The amount of bulk wine that has left New Zealand's shores has re-positioned the brand in a different part of the market, Spratt says.
"As the price position erodes, that creates pressure to reduce cost because you can't get as much for it so the only way you're going to make profit is to save some money," he says.
"That means you have to cut back on manufacturing, shipping costs and other costs which means more goes out in bulk, so in other words it becomes a bit of a vicious cycle."
There is nothing wrong with bulk wine as a product, Spratt says.
"The problem is whether New Zealand is capable of being successful in that market and if you look at our cost structure, our distance from our export markets, if you look at the orientation and the structure of our industry you can't make a logical argument that says we can be a successful bulk wine producer."
On the label
Spratt also takes aim at what he calls a "catastrophic" New Zealand Winegrowers decision in December to allow wine bottled overseas to carry the Sustainable Winegrowing New Zealand logo - previously only allowed on products bottled here.

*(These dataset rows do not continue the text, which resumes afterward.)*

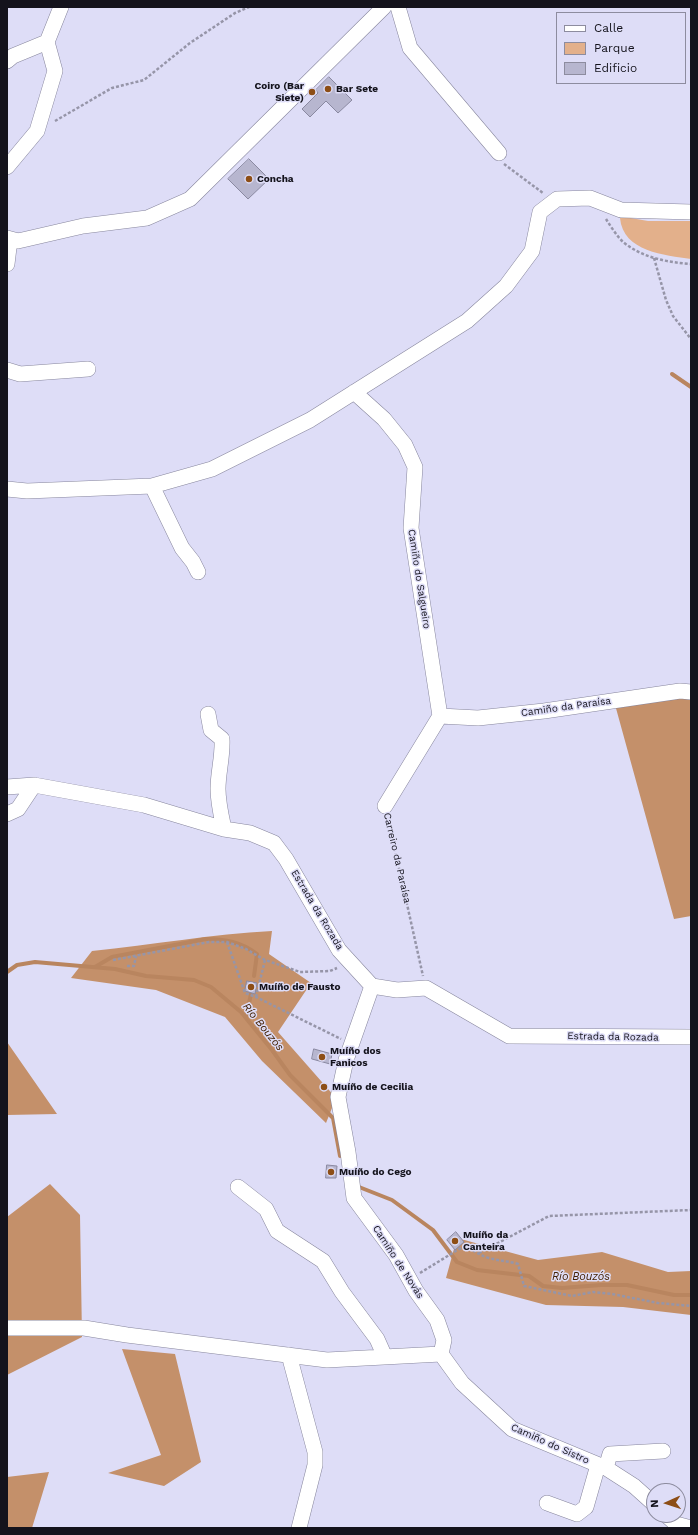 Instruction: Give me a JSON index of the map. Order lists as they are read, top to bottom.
{
  "streets": {
    "street": [
      "Camiño do Salgueiro",
      "Camiño da Paraísa",
      "Carreiro da Paraísa",
      "Estrada da Rozada",
      "Camiño de Novás",
      "Camiño do Sistro"
    ]
  },
  "crossings": [
    ["Camiño do Salgueiro", "Camiño da Paraísa"],
    ["Camiño do Salgueiro", "Carreiro da Paraísa"],
    ["Camiño da Paraísa", "Carreiro da Paraísa"],
    ["Carreiro da Paraísa", "Estrada da Rozada"],
    ["Estrada da Rozada", "Camiño de Novás"],
    ["Camiño de Novás", "Camiño do Sistro"]
  ],
  "water": ["Río Bouzós"],
  "places": [
    "Bar Sete",
    "Coiro (Bar Siete)",
    "Concha",
    "Muíño de Fausto",
    "Muíño dos Fanicos",
    "Muíño de Cecilia",
    "Muíño do Cego",
    "Muíño da Canteira"
  ],
  "legend": ["Calle", "Parque", "Edificio"],
  "north": "left"
} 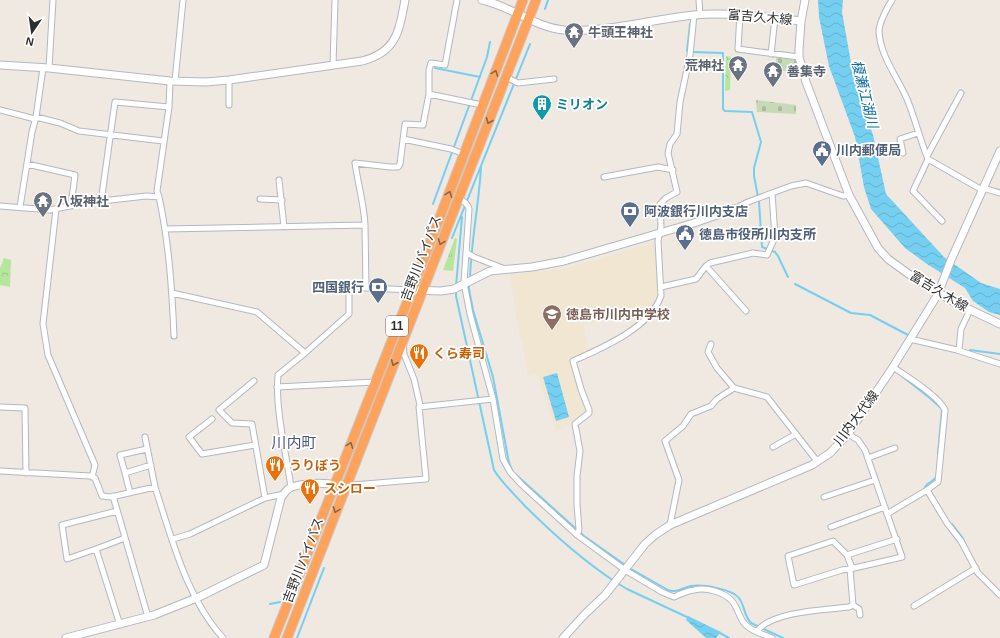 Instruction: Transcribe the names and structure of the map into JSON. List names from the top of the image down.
{
  "streets": {
    "highway": ["吉野川バイパス", "11"],
    "main road": ["富吉久木線", "川内大代線"]
  },
  "crossings": [
    ["富吉久木線", "吉野川バイパス"],
    ["富吉久木線", "川内大代線"]
  ],
  "districts": ["川内町"],
  "water": ["榎瀬江湖川"],
  "places": {
    "temple": [
      "牛頭王神社",
      "荒神社",
      "善集寺",
      "八坂神社"
    ],
    "building": ["ミリオン"],
    "public building": ["川内郵便局", "徳島市役所川内支所"],
    "bank": ["阿波銀行川内支店", "四国銀行"],
    "school or university": ["徳島市川内中学校"],
    "restaurant": ["くら寿司", "うりぼう", "スシロー"]
  },
  "north": "bottom"
} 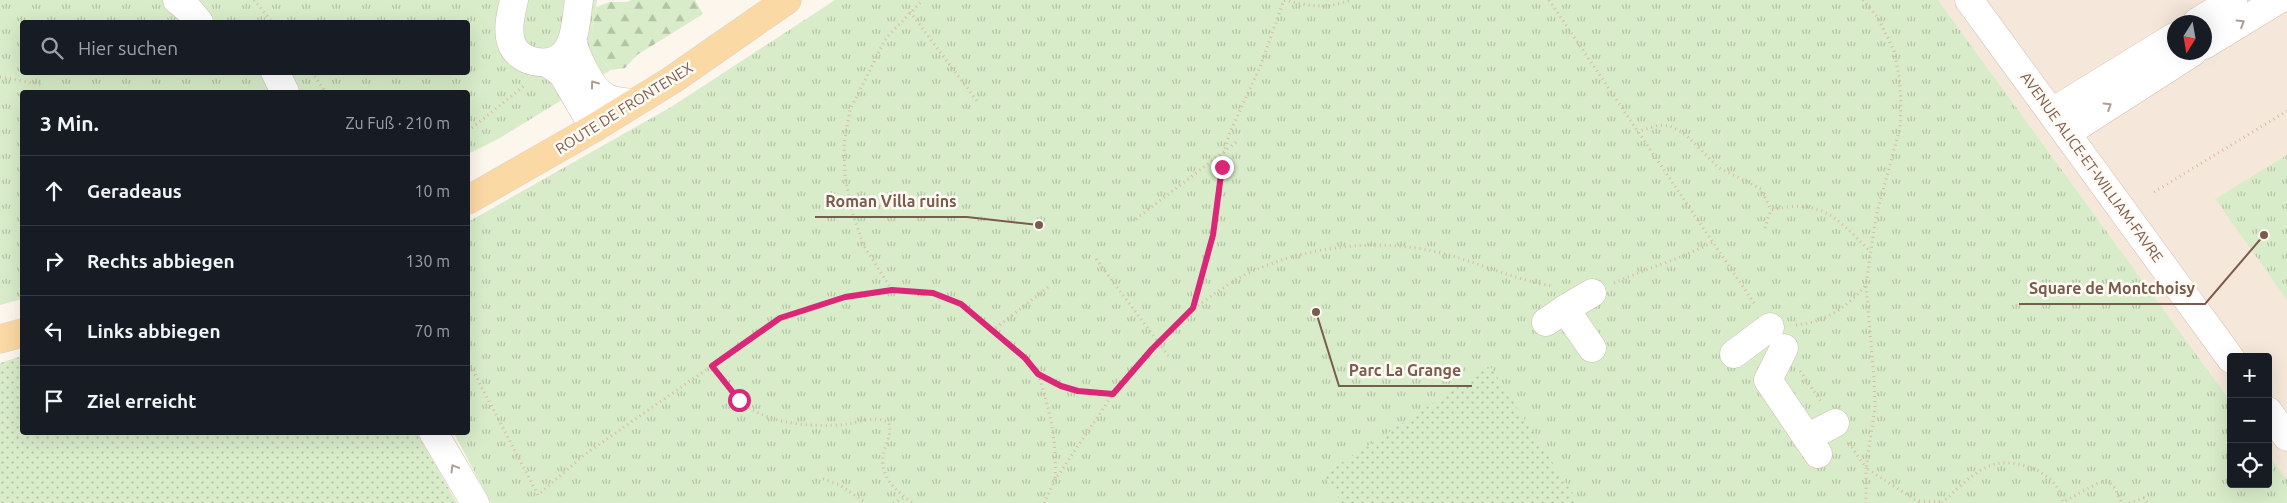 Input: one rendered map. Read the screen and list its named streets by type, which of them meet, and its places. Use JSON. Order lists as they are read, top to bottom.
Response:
{
  "streets": {
    "main road": ["ROUTE DE FRONTENEX"],
    "street": ["AVENUE ALICE-ET-WILLIAM-FAVRE"]
  },
  "places": ["Roman Villa ruins", "Square de Montchoisy", "Parc La Grange"],
  "north": "bottom",
  "page": {
    "search": "Hier suchen",
    "heading": ["3 Min.", "Zu Fuß · 210 m"],
    "list": [
      ["Geradeaus", "10 m"],
      ["Rechts abbiegen", "130 m"],
      ["Links abbiegen", "70 m"],
      "Ziel erreicht"
    ],
    "map_buttons": ["+", "−"]
  }
} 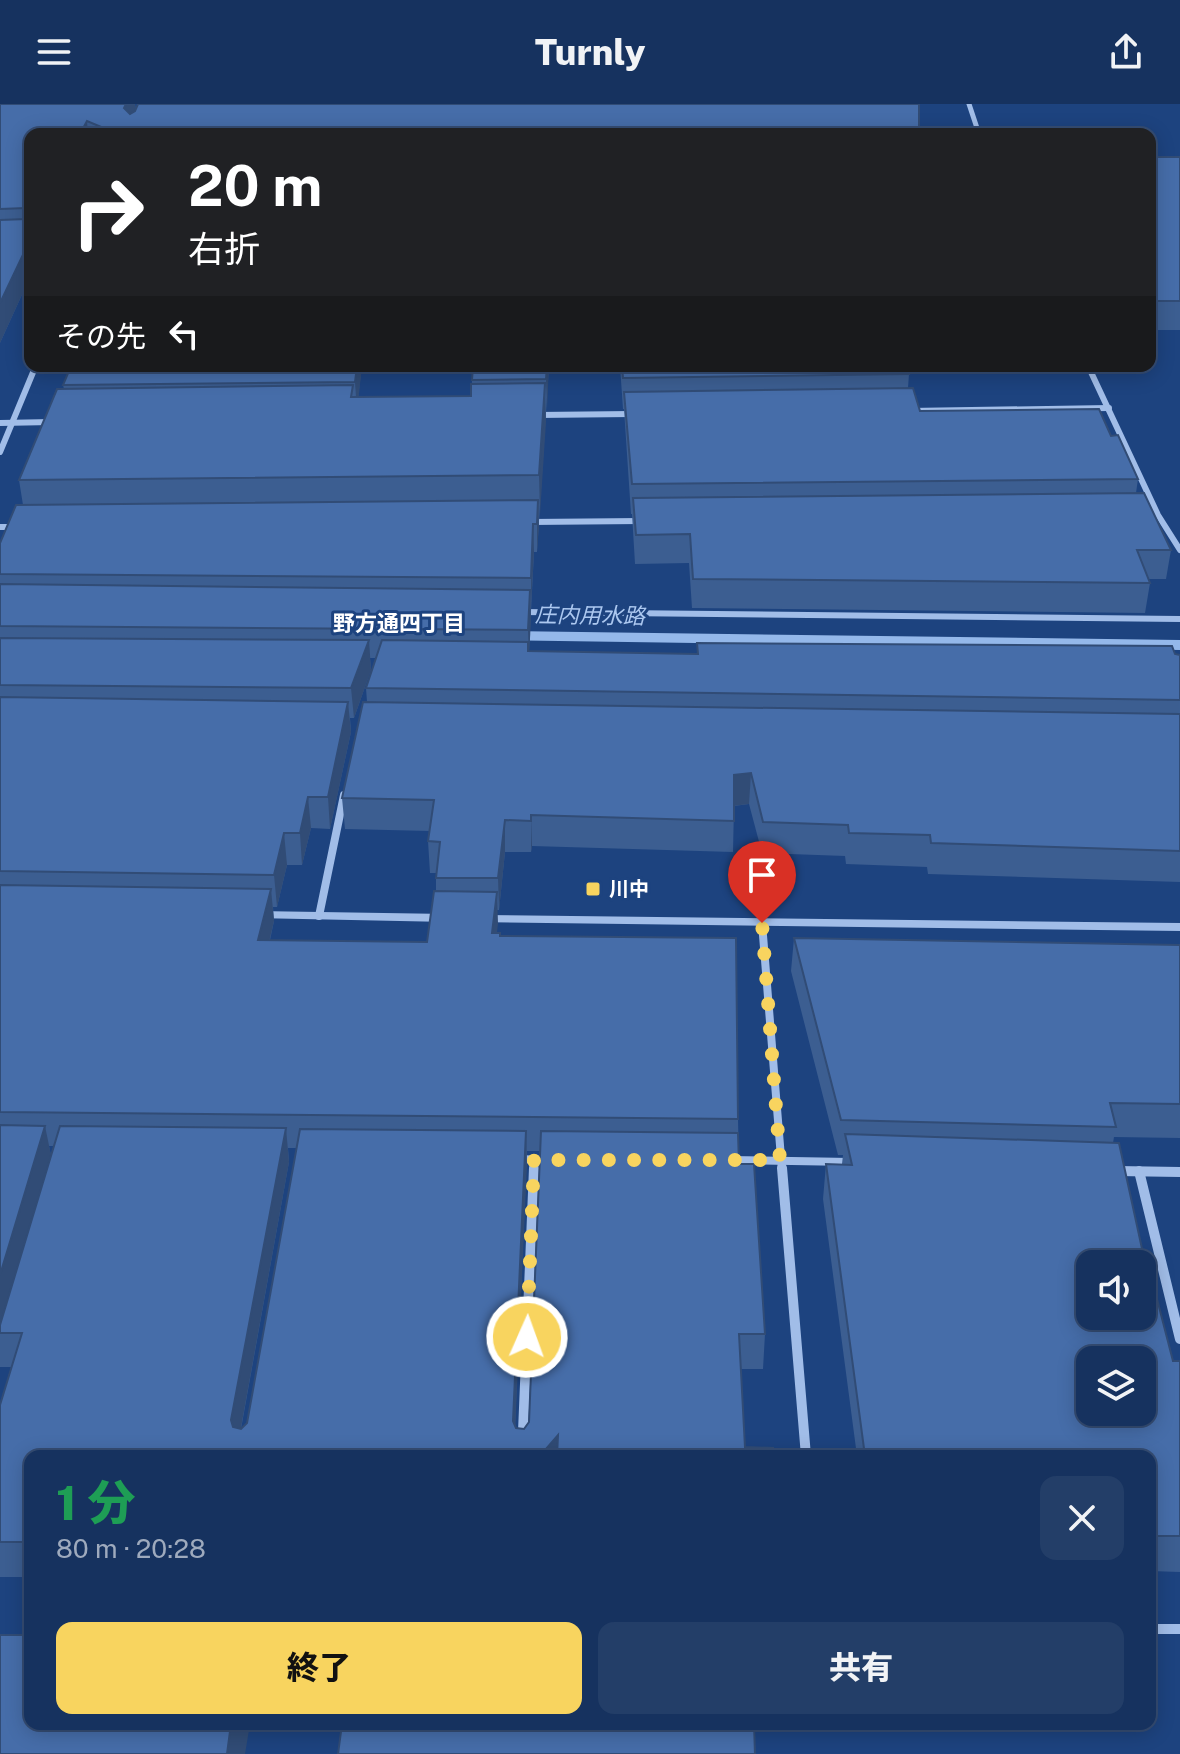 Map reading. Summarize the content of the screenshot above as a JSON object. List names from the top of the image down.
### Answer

Spratt is a New Zealand Winegrowers director and voted against the decision.
"If you had a SWNZ logo on your bottle of wine, the one thing you knew was that it was 100 per cent from New Zealand, that it had passed export certification and that it had been grown according to Sustainable Winegrowing New Zealand's standards for grape growing."
A lot can happen between tanks and bottling "especially if the distance and time between when I have it in its finished form in a tank and when I bottle it is measured in weeks, thousands of miles, across the equator through a number of handlers".
It does not take more than one or two scandals to destroy a national brand, Spratt says.
"I consider that move to be perhaps one of the most catastrophic decisions we could make as a wine industry to protect our national brand into the future."
Last defence
The Geographical Indications Registration Act 2006 could be the last line of defence, Spratt believes.
Under the act, wine labelled as Marlborough must have 85 per cent of its grapes from that region and some growers would like to see a geographic indication used for product bottled in New Zealand, he says.
"Whether it can be enforced or whether it can be done is an important question, but it may be the last defence against the erosion of brand New Zealand and the quality reputation of our regions.
"It's likely to be a highly contested and difficult battle, because the interests of very large producers would be not to want to have anything that restricts their ability to use marketing brand logo regional names to promote their product in foreign markets."
What happens next, Spratt says, depends on whether small producers, artisans and regions become so fed up with the direction and economic ravage of policies that they rise up and rebel against outdated tax and regulatory policies and industry association priorities.
"I think that's a real possibility because it's fuelled by a certain amount of anger and frustration about it.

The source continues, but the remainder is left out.